OK Cap. if I remember right you said you had the LATEST and GREATEST stud finder. Do that poor girl a favor and take thae batteries out of that thing you are just to much for that poor girl. Try to be more like me and be one of those crazy misunderstood males that ASCOTT is always talikng about. .


----------



## ascott (Jun 28, 2012)

> Try to be more like me and be one of those crazy misunderstood males that ASCOTT is always talikng about. .



LMAO....I almost choked on the cheez its I am eating for dinner....lol....yeah to what he said.... 

Captain, I would not avoid the young lady, I would act as you usually do and allow her to do what young ladies do...crush, fantasize, crush a little more and then wake up one day and think that her science teacher is absolutely lovely and then ...crush, fantasize, crush a little more and then, well...the chasing of ones tail continues until you catch the tail of another....lol....consider yourself part of a healthy development of a young ladies cycle of life....let her enjoy it, and you be flattered and when she is a bit more grown---you get to tease the hell out of her about the whole thing....


----------



## Eweezyfosheezy (Jun 29, 2012)

Just tell her "please wait for two more years"


----------



## Terry Allan Hall (Jun 29, 2012)

Eweezyfosheezy said:


> Just tell her "please wait for two more years"

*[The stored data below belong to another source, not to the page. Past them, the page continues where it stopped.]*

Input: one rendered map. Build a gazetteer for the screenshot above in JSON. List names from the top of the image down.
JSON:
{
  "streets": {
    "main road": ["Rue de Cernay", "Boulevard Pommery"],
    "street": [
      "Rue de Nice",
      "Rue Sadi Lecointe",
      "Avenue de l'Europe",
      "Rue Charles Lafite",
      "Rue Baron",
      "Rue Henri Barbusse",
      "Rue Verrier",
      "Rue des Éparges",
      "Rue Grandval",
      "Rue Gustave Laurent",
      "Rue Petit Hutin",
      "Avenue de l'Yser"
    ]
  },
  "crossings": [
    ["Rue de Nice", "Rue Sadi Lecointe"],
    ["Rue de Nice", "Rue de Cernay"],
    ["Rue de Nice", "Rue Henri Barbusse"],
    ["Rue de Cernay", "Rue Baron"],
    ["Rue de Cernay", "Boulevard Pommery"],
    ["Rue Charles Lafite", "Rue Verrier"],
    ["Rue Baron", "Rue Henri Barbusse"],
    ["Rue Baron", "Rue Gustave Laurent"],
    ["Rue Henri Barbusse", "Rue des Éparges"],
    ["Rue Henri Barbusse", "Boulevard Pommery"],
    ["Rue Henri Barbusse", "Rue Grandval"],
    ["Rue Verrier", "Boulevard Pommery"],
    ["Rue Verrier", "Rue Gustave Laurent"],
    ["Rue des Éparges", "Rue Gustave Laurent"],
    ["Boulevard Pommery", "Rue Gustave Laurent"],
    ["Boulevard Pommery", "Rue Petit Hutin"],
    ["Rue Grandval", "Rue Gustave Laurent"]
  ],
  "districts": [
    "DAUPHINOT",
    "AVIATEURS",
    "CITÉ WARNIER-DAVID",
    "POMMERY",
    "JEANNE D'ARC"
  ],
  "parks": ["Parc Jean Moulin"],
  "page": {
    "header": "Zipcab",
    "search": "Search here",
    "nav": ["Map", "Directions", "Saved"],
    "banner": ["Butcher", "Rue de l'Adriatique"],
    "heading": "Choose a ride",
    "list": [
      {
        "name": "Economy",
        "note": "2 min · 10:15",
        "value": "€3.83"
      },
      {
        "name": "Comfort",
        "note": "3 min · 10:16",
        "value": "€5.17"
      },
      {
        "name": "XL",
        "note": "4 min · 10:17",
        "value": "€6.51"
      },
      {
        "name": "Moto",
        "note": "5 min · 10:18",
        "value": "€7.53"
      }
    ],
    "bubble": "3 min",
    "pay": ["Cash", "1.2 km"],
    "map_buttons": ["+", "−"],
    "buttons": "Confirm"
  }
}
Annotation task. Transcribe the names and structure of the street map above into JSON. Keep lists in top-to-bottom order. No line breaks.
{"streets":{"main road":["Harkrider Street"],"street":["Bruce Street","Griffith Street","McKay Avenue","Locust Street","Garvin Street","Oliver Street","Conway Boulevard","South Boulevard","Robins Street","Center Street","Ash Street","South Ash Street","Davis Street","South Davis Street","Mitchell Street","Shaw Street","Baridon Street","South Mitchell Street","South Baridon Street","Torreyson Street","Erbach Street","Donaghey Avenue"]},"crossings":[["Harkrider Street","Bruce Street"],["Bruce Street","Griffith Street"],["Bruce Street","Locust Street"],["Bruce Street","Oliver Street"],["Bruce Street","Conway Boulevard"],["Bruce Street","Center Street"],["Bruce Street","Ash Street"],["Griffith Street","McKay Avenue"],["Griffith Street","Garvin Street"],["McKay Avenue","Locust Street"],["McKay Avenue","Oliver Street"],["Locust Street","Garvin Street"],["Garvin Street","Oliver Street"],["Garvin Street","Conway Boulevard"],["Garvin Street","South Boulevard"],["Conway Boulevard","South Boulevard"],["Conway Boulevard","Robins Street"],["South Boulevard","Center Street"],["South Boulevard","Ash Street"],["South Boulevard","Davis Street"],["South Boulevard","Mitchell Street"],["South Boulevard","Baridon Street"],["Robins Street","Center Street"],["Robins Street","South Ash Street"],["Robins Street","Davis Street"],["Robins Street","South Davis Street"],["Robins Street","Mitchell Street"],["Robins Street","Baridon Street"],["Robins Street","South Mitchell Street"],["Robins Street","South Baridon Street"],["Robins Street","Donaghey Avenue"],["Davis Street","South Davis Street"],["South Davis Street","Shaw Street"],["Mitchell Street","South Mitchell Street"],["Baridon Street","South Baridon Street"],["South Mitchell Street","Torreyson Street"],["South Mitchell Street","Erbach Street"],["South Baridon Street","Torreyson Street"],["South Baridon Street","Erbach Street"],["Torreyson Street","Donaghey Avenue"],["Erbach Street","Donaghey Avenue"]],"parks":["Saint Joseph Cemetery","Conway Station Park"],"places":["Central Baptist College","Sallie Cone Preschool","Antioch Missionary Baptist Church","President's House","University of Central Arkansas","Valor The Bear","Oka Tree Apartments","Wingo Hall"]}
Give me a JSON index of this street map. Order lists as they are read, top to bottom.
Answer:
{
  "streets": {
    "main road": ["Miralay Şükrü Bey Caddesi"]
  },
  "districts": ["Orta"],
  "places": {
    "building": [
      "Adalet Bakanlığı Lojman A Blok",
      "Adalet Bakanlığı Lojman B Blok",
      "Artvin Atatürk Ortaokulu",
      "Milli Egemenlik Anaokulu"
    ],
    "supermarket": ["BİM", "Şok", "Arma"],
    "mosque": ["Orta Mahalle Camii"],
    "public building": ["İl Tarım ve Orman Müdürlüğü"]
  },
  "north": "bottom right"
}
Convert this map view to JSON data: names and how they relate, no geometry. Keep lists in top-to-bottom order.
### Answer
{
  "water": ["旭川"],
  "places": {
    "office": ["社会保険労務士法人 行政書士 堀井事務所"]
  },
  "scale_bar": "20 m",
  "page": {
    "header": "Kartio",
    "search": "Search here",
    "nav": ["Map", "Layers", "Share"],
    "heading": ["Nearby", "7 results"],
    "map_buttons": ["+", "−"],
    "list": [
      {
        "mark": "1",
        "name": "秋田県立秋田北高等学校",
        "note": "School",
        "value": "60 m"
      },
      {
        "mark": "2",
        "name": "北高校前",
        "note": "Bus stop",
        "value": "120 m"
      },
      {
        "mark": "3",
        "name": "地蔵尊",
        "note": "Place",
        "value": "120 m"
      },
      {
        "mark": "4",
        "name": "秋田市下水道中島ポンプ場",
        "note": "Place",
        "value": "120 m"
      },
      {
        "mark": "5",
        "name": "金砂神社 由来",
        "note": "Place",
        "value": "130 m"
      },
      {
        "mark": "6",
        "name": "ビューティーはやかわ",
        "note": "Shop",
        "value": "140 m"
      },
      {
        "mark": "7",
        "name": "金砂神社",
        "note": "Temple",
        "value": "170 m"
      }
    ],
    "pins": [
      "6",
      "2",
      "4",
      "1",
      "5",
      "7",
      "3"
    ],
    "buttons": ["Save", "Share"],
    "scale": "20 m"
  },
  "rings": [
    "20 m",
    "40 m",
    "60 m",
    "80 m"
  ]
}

And then check out her cooking...


----------



## KimandKarasi (Jun 29, 2012)

tyguy35 said:


> you women are so confusing



Women are so confusing sometimes women can't even understand other women.. 
(haha! See there? Made sense in my head, but I may have confused a lot of others )



Terry Allan Hall said:


> And then check out her cooking...



You men are so simple XD haha!


----------



## bigred (Jun 29, 2012)

Yes women are confusing, Ive been confused over and over and over and over and over and over and over and over and over


----------



## Laura (Jun 29, 2012)

16 is jail bait..
If yo never see them.. then let it go.. let her enjoy her crush.. if it continues and she contacts you again and again.. then you will ahve to say soemthing.. you can keep it light or to the point.. depends on the girl. Or her parents....
In a few years, she is at least legal.. ;-)


----------



## Eweezyfosheezy (Jun 30, 2012)

I think we dont know anything about women because we havent broken them down to any subspecies after all these years still. 



Terry Allan Hall said:


> Eweezyfosheezy said:
> 
> 
> > Just tell her "please wait for two more years"
> ...



It should be somewhat good I mean what else can a woman do?


----------



## KimandKarasi (Jun 30, 2012)

Eweezyfosheezy said:


> It should be somewhat good I mean what else can a woman do?



........     lol!


----------



## bigred (Jun 30, 2012)

Eweezyfosheezy said:


> I think we dont know anything about women because we havent broken them down to any subspecies after all these years still.
> 
> 
> 
> ...





Maybe if we broke them down like Eweezyfosheezy is talking about we just might find that they are a HYBRID. You know we dont want to open that can of worms again


----------



## Jacqui (Jun 30, 2012)

Eweezyfosheezy said:


> I think we dont know anything about women because we havent broken them down to any subspecies after all these years still.
> 
> 
> 
> ...





The sad thing is, we have yet to even find one thing a guy can do. 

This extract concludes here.